Targeting β3 Integrin Psi Domain Inhibits Both Platelet Aggregation and Blood Coagulation: Two Birds with One Stone

Integrin αIIbβ3 plays key roles in thrombosis and hemostasis primarily through mediating platelet adhesion and aggregation. We recently reported that the active site of thiol-isomerase enzymes, CXXC motif, is expressed twice within the plexin-semaphorin-integrin (PSI) domain across all integrins and species, and the PSI domain of β3 integrin possesses endogenous thiol-isomerase activity, which may be a novel target for anti-thrombotic therapy (Blood, 2017).

We developed four mouse anti-mouse β3 integrin PSI domain monoclonal antibodies (mAbs). These mAbs cross-react with β3 PSI domains of human, mouse, pig, rat, and rabbit tested but not other regions of β3 integrin, other integrins or other thiol-isomerase enzymes. They inhibit the thiol-isomerase activity of β3 PSI domain, decrease platelet adhesion/aggregation and thrombosis without increasing bleeding. Interestingly, the inhibitory effect of these mAbs on thrombosis in vivo (no anti-coagulant) was 10-20 times greater than their inhibitory effect on platelet aggregation in anti-coagulated platelet-rich plasma in vitro. This motivated us to explore whether this PSI domain contributes to blood coagulation.

To asses blood clot formation and retraction, blood was incubated in non-stick tubes for two hours at 37°C in clot retraction assays. These assays showed less clot retraction and significantly lower dry clot weight in human and mouse whole blood treated with these anti-PSI mAbs compared to controls (p<0.05). As a visual representation, laser scanning confocal microscopy of platelet-rich plasma samples with labelled fibrinogen/fibrin showed that fibrin network formation of anti-PSI mAb treated clots was decreased. To measure blood coagulation in a global assay in the presence of platelets and natural blood constituents, thromboelastography (TEG) was performed. Blinded TEG showed that anti-PSI mAb-treated whole blood (human and mouse) and platelet rich plasma (human) decreased in coagulation compared to controls (p<0.05). We further compared our anti-PSI mAbs with other anti-β3 integrin mAbs that inhibit αIIbβ3 ligand binding and platelet aggregation much stronger than the anti-PSI mAbs. In this TEG assay we found that the anti-PSI mAbs were still significantly decreasing platelet coagulation parameters, much more than other inhibitory anti-β3 mAbs including M1 and JAN D1 as well as the Abciximab precursor 7E3 (p<0.05). This suggests the decreased coagulation may result from the anti-thiol-isomerase activity of the anti-PSI mAbs.
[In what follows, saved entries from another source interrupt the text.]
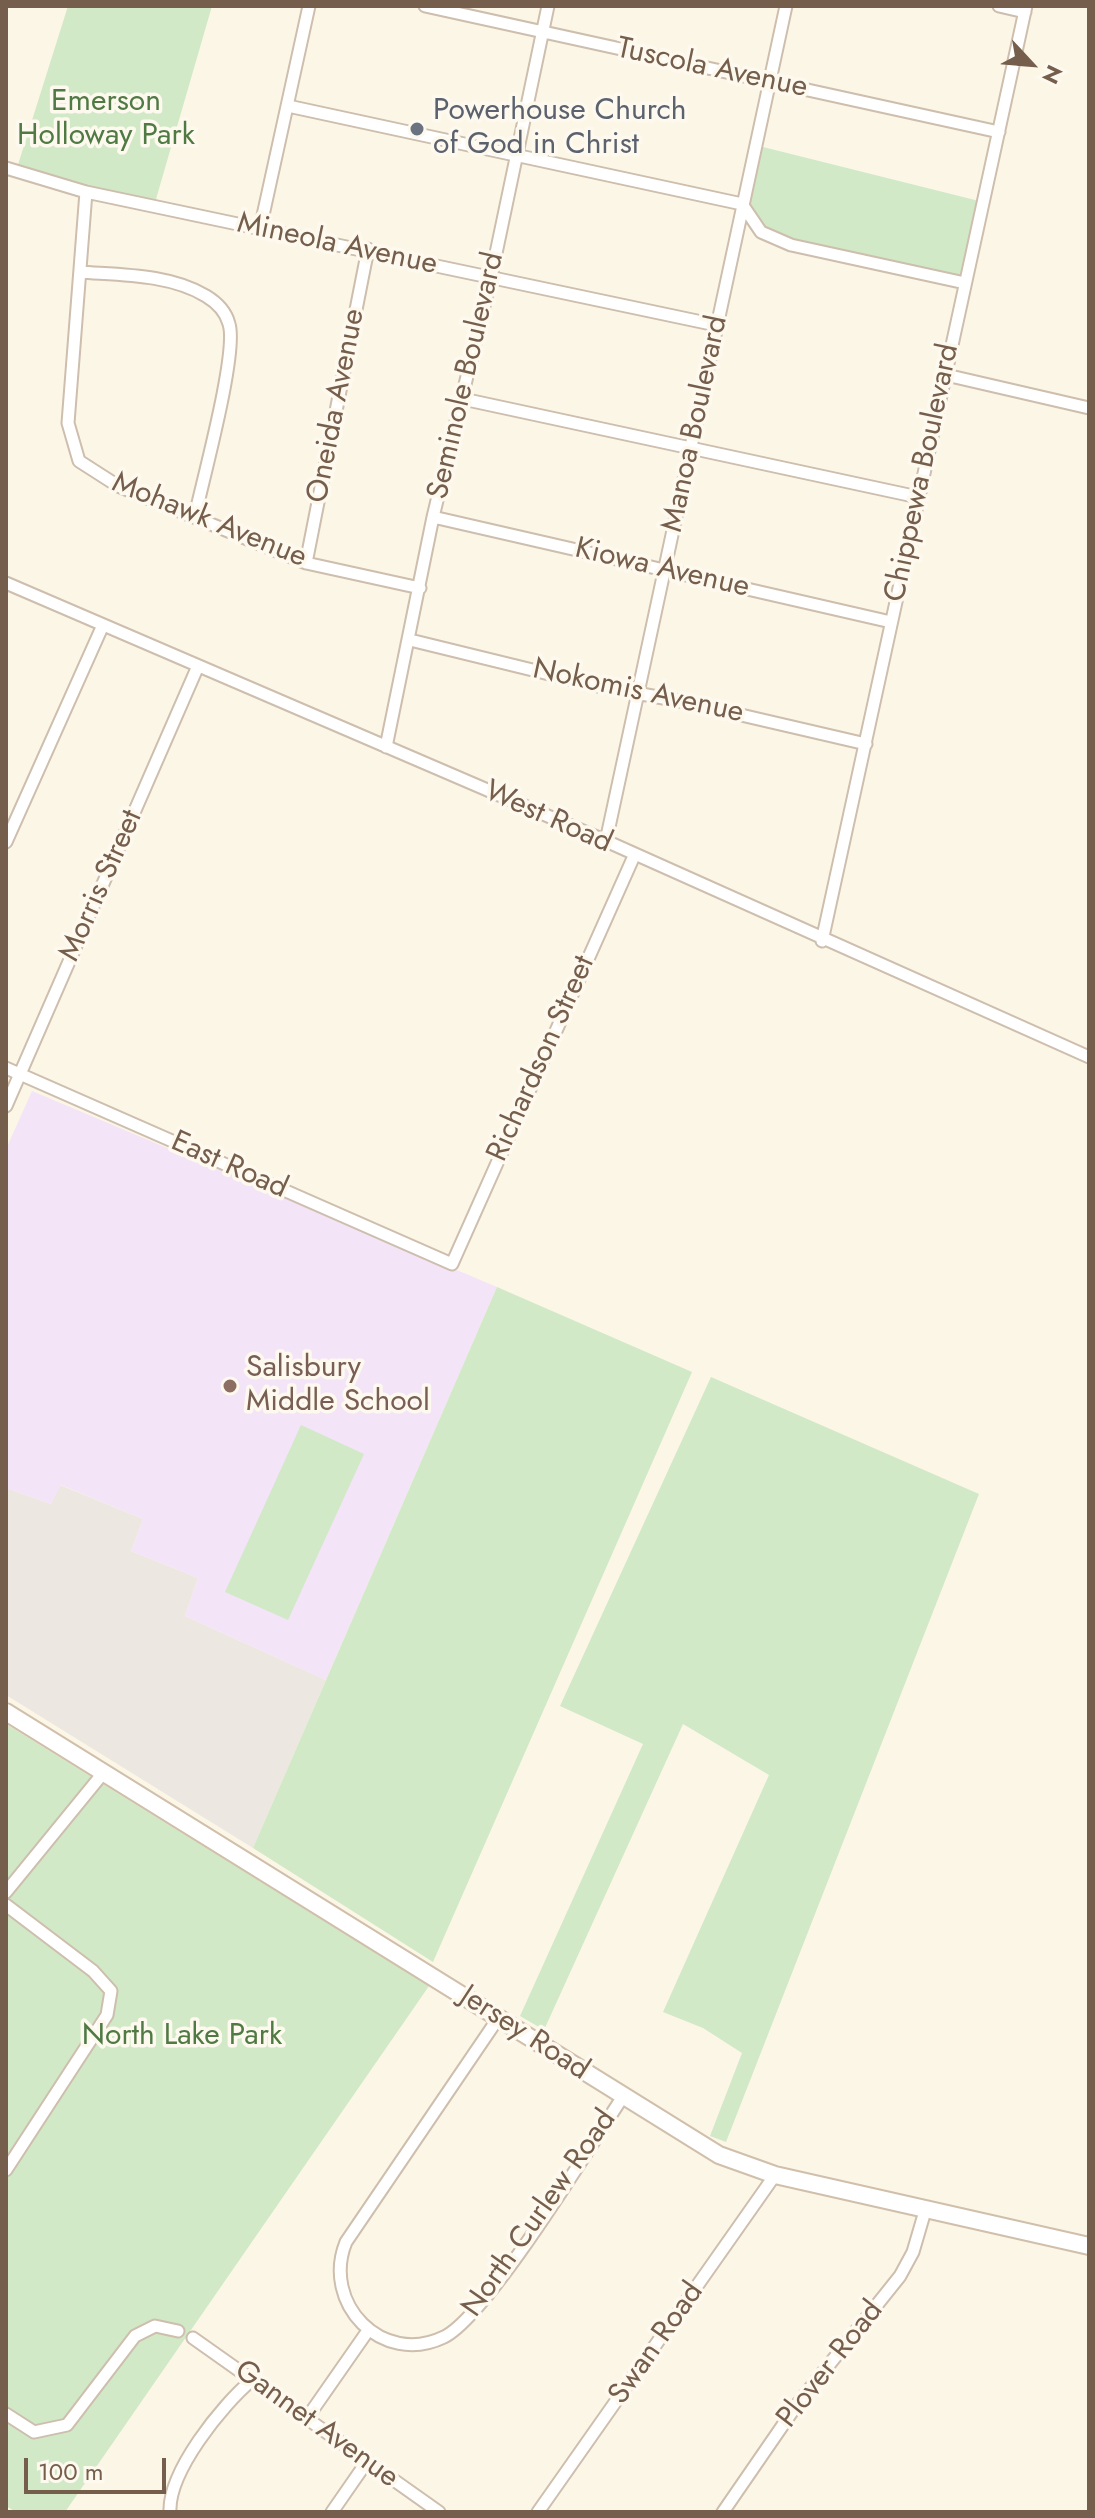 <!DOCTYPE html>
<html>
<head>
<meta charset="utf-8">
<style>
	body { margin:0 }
	#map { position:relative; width:1095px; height:2518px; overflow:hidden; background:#fcf6e7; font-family:Jost,sans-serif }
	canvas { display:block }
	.frame { position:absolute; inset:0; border:8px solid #755e4c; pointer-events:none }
	.north { position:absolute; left:991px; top:24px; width:80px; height:80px; -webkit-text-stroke:6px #fef9ee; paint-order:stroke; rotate:116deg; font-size:22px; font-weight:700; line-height:32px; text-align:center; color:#755e4c }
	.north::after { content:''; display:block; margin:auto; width:28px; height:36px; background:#755e4c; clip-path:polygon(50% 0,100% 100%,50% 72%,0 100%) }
	.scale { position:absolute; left:24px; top:2458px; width:142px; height:36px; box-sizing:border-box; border:4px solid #755e4c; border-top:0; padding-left:10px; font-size:24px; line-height:28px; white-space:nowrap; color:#755e4c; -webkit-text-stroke:6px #fef9ee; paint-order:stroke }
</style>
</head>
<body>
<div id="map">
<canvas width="1095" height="2518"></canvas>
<div class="frame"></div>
<div class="north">N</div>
<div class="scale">100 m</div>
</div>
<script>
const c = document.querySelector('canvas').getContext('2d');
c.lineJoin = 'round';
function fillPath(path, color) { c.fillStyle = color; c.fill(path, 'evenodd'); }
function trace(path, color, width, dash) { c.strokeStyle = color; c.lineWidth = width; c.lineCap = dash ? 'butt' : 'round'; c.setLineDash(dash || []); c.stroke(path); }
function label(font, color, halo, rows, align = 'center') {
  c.font = font + ' Jost,sans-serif'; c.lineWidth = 7; c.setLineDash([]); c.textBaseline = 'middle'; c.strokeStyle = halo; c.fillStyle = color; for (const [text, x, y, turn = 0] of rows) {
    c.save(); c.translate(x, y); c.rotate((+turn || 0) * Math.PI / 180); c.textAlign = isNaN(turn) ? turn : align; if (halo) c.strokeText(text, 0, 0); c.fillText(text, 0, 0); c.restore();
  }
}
fillPath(new Path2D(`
	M 60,1485 L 143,1519 L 131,1551 L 198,1578 L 185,1616 L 326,1680 L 253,1848 L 6,1695 L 6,1488 L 51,1504 Z`), '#ece7e1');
fillPath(new Path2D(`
	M 32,1091 L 497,1287 L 326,1680 L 185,1616 L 198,1578 L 131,1551 L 143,1519 L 61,1485 L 51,1504 L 6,1488 L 6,1149 Z`), '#f3e4f8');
fillPath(new Path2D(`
	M 68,6 L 212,6 L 154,206 L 16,171 Z
	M 755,145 L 983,202 L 965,283 L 775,239 L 742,204 Z
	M 497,1287 L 692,1372 L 433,1962 L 253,1848 Z
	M 711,1377 L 979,1494 L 726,2142 L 710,2136 L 742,2053 L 703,2028 L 663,2012 L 769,1775 L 683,1724 L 544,2030 L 520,2016 L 643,1744 L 560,1706 Z
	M 301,1425 L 364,1454 L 288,1620 L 225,1592 Z
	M 6,1724 L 429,1986 L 65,2512 L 16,2512 L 6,2506 Z`), '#d1e9c6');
const street = new Path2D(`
	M 425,6 L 999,132
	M 999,6 L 1025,12
	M 288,106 L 742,204 L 761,232 L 791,245 L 965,283
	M 6,168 L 86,192 L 716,325
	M 86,192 L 68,423 L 79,461 L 118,486 L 306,563 L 420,588
	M 260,229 L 309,6
	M 80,272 C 120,275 170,274 206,296 C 216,302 226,312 229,324 C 238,352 203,479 195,516
	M 946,375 L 1089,408
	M 463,399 L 918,497
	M 433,517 L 891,622
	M 306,563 L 368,249
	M 6,583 L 606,841 L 1089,1057
	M 410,640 L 598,686 L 685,702 L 866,744
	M 386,747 L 433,517 L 491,277 L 548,6
	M 606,841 L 786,6
	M 6,842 L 103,625
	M 822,941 L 1026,6
	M 6,1068 L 452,1264 L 634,856
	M 6,1106 L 198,666
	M 6,1892 L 104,1772
	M 6,1905 L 93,1971 L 111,1991 L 107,2015 L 6,2170
	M 499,2017 L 346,2242 C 321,2303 382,2367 444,2337 C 487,2316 590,2146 622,2098
	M 193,2338 L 439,2512
	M 6,2414 L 34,2432 L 67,2425 L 135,2336 L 155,2326 L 178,2331
	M 307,2418 L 367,2332
	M 170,2512 C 168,2472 222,2405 252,2380
	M 332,2512 L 366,2463
	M 538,2512 L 775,2175
	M 723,2512 L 796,2406 L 900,2276 L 913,2252 L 925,2211`);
const secondary = new Path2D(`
	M 6,1712 L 719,2155 L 775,2175 L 1089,2246`);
trace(street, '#cdbeae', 15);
trace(secondary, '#d0bfab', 20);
trace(street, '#fff', 11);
trace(secondary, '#fff', 16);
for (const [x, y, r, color] of [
	[417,129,8,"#6b7280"],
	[230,1386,8,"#8d6e63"]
]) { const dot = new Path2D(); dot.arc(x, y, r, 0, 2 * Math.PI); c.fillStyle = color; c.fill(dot); trace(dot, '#fef9ee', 3); }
label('30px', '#755e4c', '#fef9ee', [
	["Tuscola Avenue",712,69,12],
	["Mineola Avenue",337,245,12],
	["Seminole Boulevard",467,376,-77],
	["Oneida Avenue",337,406,-79],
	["Manoa Boulevard",696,424,-78],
	["Chippewa Boulevard",923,473,-78],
	["Mohawk Avenue",209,521,22],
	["Kiowa Avenue",662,569,13],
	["Nokomis Avenue",638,692,12],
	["West Road",548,818,24],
	["Morris Street",102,886,-66],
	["Richardson Street",542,1059,-66],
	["East Road",229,1166,24],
	["Jersey Road",524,2034,33],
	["North Curlew Road",540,2214,-55],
	["Swan Road",657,2344,-55],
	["Plover Road",831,2365,-52],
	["Gannet Avenue",316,2425,36]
]);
label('30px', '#4f7a44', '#fef9ee', [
	["Emerson",106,103],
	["Holloway Park",106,137],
	["North Lake Park",182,2037]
]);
label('30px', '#5b616d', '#fef9ee', [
	["Powerhouse Church",433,112],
	["of God in Christ",433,146]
], 'left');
label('30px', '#785e54', '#fef9ee', [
	["Salisbury",246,1369],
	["Middle School",246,1403]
], 'left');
</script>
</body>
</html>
Disulfide bond exchanges are required for blood coagulation and thiol-isomerase enzymes play important roles in thrombosis. Given that blood coagulation is rapidly amplified on the platelet surface (i.e. cell-based coagulation), many coagulation factors are in close proximity to β3 integrin PSI domains (with thiol-isomerase activity). The study of interaction between β3 PSI domain and coagulation factors is currently being exploring.

This is the first evidence of an allosteric therapeutic target of β3 integrin. This work suggests that a novel interaction exists between platelets and the coagulation cascade that requires the β3 integrin PSI domain and its thiol-isomerase activity. Importantly, the PSI domain can be targeted to partially block both platelet aggregation and coagulation, resulting in less bleeding while still providing a strong overall anti-thrombotic effect.